Do some Internet research or reach out directly to faculty members in your prospective department, Roth recommends. Give extra consideration to a school whose faculty members are still actively engaged with employers in a given field, as this can open doors to internships, research opportunities, and jobs, he says.
6. Investigate the job connections: Developing a four-year plan to land a job is easier with a robust campus career services center, a vital tool for students that can differ widely by college, Roth says. Try to glean specifics about job fairs, on-campus interviews, and even the number of students per career counselor at the school.
"How often can [a student] actually get into the career service office to talk to somebody?" Roth recommends asking. "Can they get in there once a semester, or are they going to be lucky to get in there once during the whole four years that they're going to school? You can judge a college to some degree by the number of career services people: Is the college putting their money in a place that will actually help the students?"
[See how the job landscape is brightening for college grads.]
7. Compare financial aid packages: Though many schools have yet to release full financial aid offers, parents and students can begin to explore their financial options through free tools like the one offered by SimpleTuition. By inputting tuition and sources of aid, loans, and cash, the tool shows users what a monthly loan payment will look like after graduation at up to three schools simultaneously.

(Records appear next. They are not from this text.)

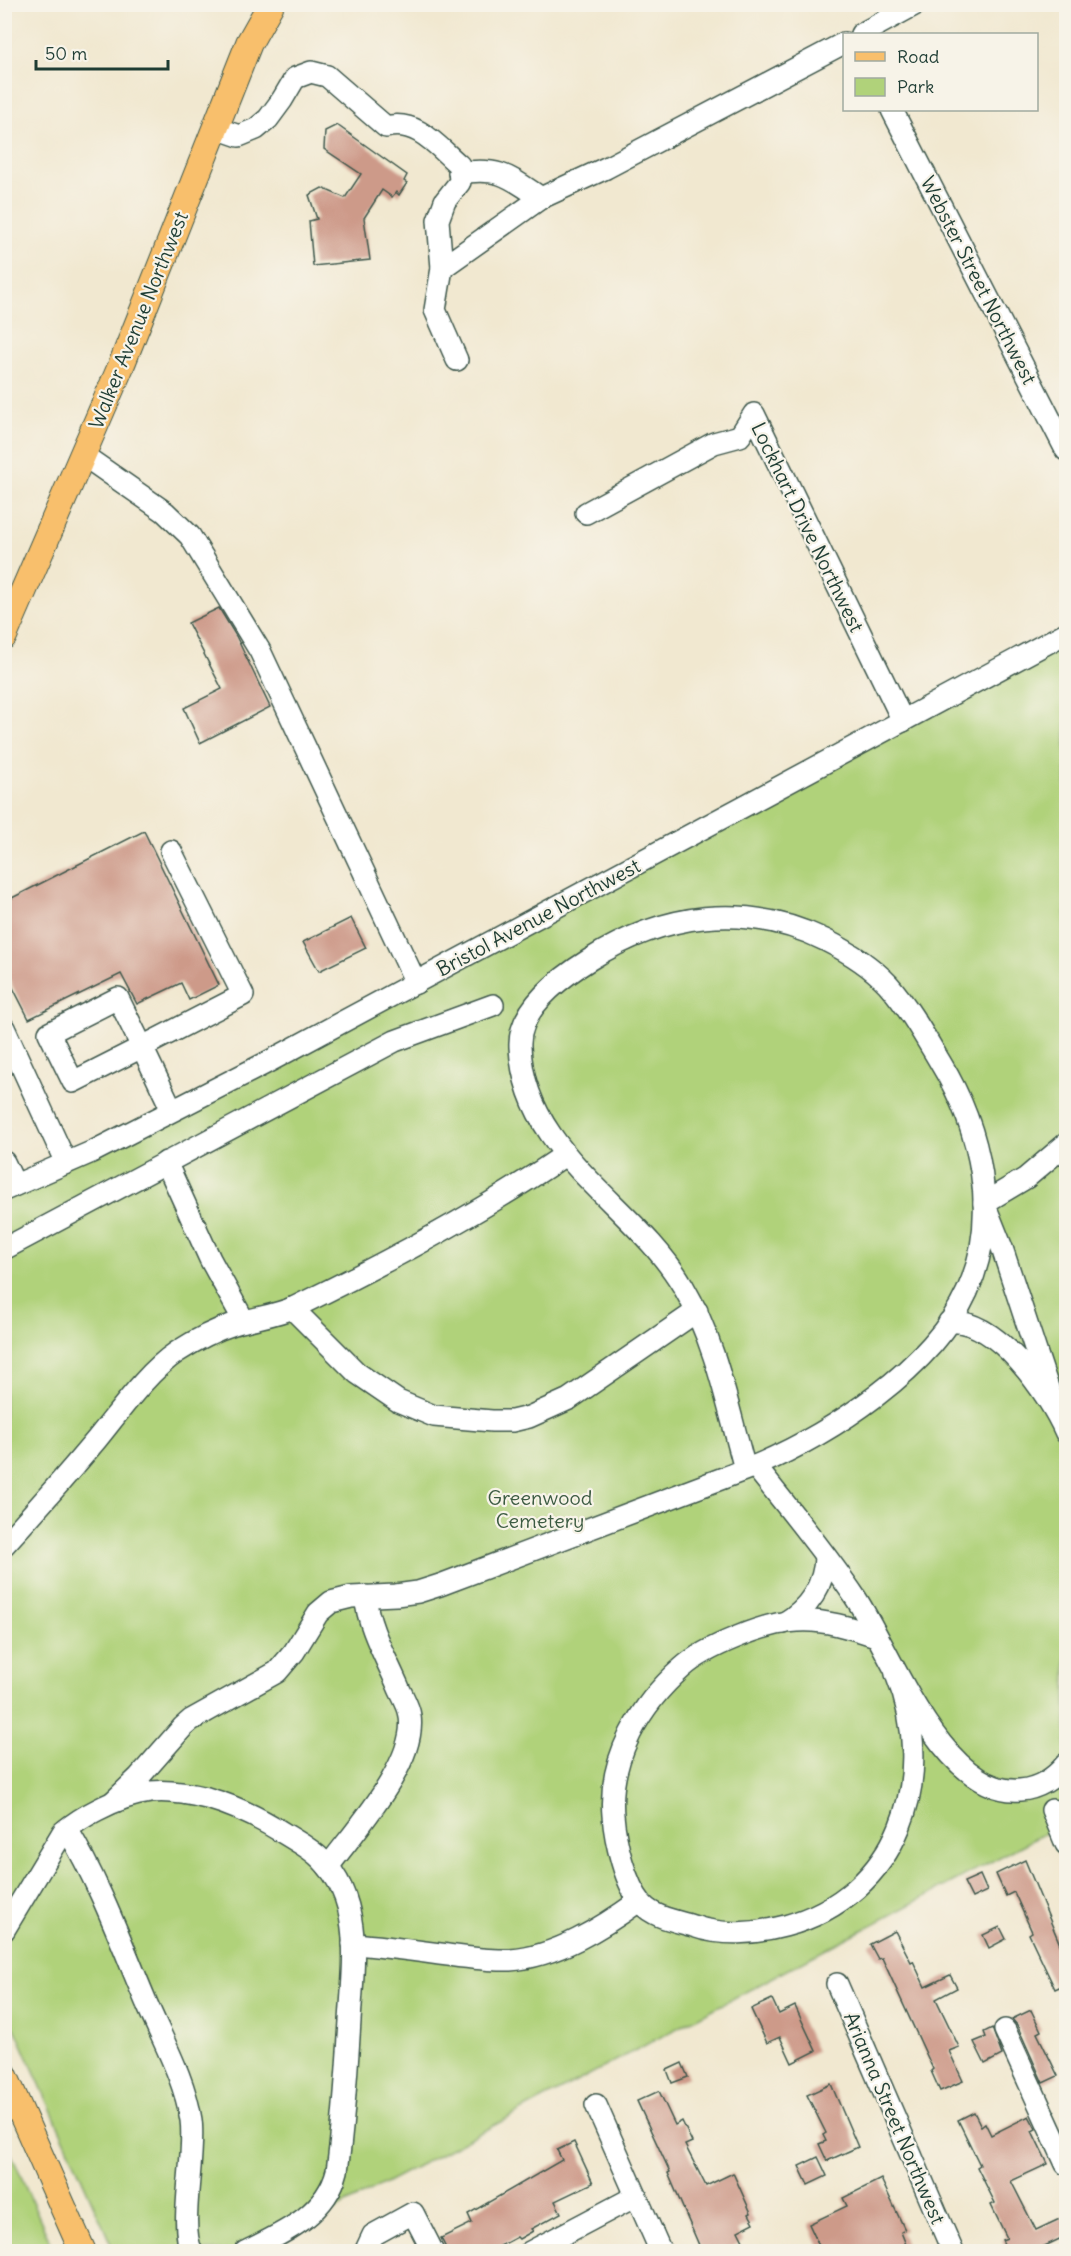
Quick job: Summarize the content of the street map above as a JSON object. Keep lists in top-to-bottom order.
{
  "streets": {
    "main road": ["Walker Avenue Northwest"],
    "street": [
      "Webster Street Northwest",
      "Lockhart Drive Northwest",
      "Bristol Avenue Northwest",
      "Arianna Street Northwest"
    ]
  },
  "crossings": [
    ["Lockhart Drive Northwest", "Bristol Avenue Northwest"]
  ],
  "parks": ["Greenwood Cemetery"],
  "legend": ["Road", "Park"],
  "scale_bar": "50 m"
}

"Colleges with higher sticker prices might actually not be much more expensive on a monthly basis," says Kevin Walker, cofounder of SimpleTuition. "Having those numbers in hand when you make a decision among the schools you're thinking about can be really helpful."
[Explore the U.S. News Paying for College guide.]
8. Compromise: As the deadline nears and tensions rise, students and parents may butt heads over a college decision. "Communication is the key," says Doug Badger, director of admission at Grinnell College. "Students and parents need to sit down and really talk about…the pieces that are serving as roadblocks to some consensus, and step through them piece by piece." In many cases, parents should advise without becoming overbearing or making the student's decision themselves, experts say.
9. Don't take rejection personally: You shouldn't dwell on a rejection letter, even one from a dream school, counselors assert. "It's hard for somebody who has their heart set on something at 17 or 18 years old to find out that they didn't get what they want," Roth, the college coach, acknowledges.
"But all you can do [as a parent] is empathize, sympathize, and try to point out to them that there are other alternatives. There is always another way." An even worse result, counselors say, is letting disappointment stymie the decision you still have to make.
10. Don't procrastinate: May 1 is rapidly approaching. "What you see is: 'It's a difficult decision, so I'm going to put it off,'" InsideTrack's Coplon says. "Start the work now. Spend the next few weeks doing some really serious work to make the right decision."